Picturing Perspective
Yesterday, I wrote about the perspective I got from a truck full of chickens. Today, I want to talk about changing our perspective on doors.
What crosses your mind looking at the picture above?
My guess is that you are wondering what that guy is taking a picture of. Or maybe you’re pondering why this man is on the ground. Or, perhaps, you are curious why I took a picture of him. All legitimate questions. Here’s the answer. . .
On a photography safari to Virginia and D.C. last year, I snapped several pictures of my dad getting into this position to take a picture of some church doors in Georgetown. He’s a great photographer, and the thing he’s probably best at is taking pictures from unique angles. I’ve often seen him take a picture of the most mundane material—like a cup on a table, a sign, or a fence—thinking to myself, “Why is he taking a picture of that?”. Inevitably, though, the picture I see afterwards is fantastic and often uses angles most people would have never considered.

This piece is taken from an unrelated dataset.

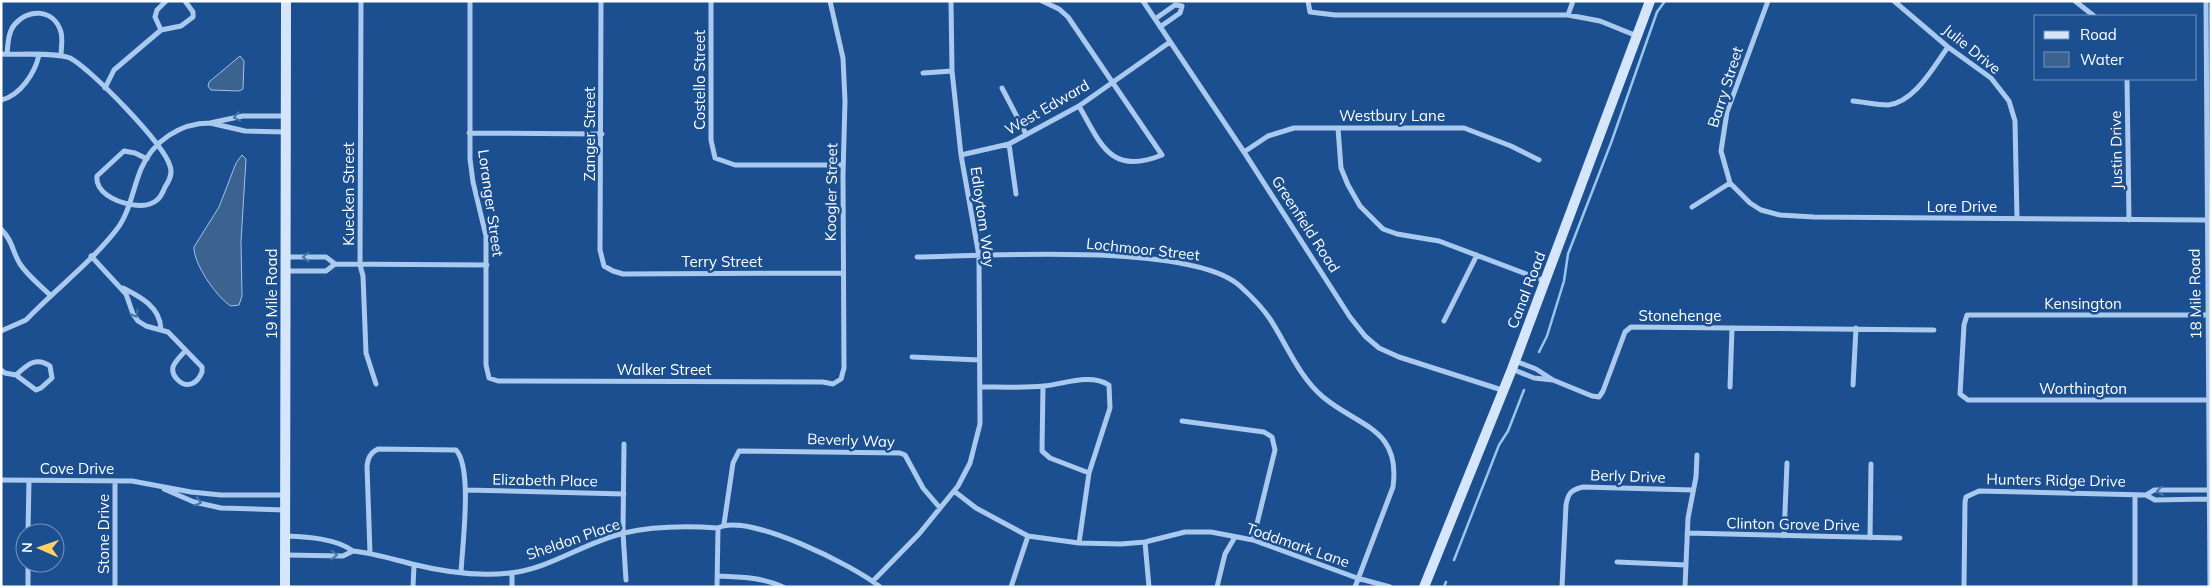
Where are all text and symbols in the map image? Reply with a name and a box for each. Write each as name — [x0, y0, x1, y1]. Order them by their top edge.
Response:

I’ve learned a lot from watching him look through the lens—or change the lens—to reveal something concealed by the conventional viewpoint.

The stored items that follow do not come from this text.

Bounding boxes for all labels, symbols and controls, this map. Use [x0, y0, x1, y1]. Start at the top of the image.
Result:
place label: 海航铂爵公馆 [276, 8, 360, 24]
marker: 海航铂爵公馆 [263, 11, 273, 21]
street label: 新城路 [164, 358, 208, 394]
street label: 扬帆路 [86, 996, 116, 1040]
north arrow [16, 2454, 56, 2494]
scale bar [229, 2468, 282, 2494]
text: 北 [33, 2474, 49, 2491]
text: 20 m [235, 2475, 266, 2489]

I’ve learned that perspective comes from looking at things from different angles. It doesn’t change the essence of the subject; it simply highlights what we may have missed. This is why I love art—whether paintings, poems, pictures, songs, sketches, or cinema. Telling the story from a different angle often allows people to see truth and beauty. Humor does this as well.
So, there’s my dad lying in the middle of a brick walkway at a Georgetown intersection taking a picture of these church doors from a weird angle. A couple of people wondered as they walked by. I didn’t. I know the photographer. And I knew he was picturing perspective by working the angles.
It is only the wisdom and perspective gleaned from an hour of silent prayer each morning that prevents me from running for CEO of the universe. Brennan Manning, Ruthless Trust, p. 75.
Those who look beyond the literal see the world as a metaphor for God. When they direct us to the majesty of the mountains, the beauty of the prairies, the variety of wildflowers along the roadside, the smell of mint and hay on a summer morning, the rumble of a train through the valley, the sound of a waterfall, they birth the Word in our midst. They dare us to dream of our homeland, where eye has not seen, neither has ear heard, nor has the imagination conceived of the beauty that waits us. Brennan Manning, Ruthless Trust, p. 115.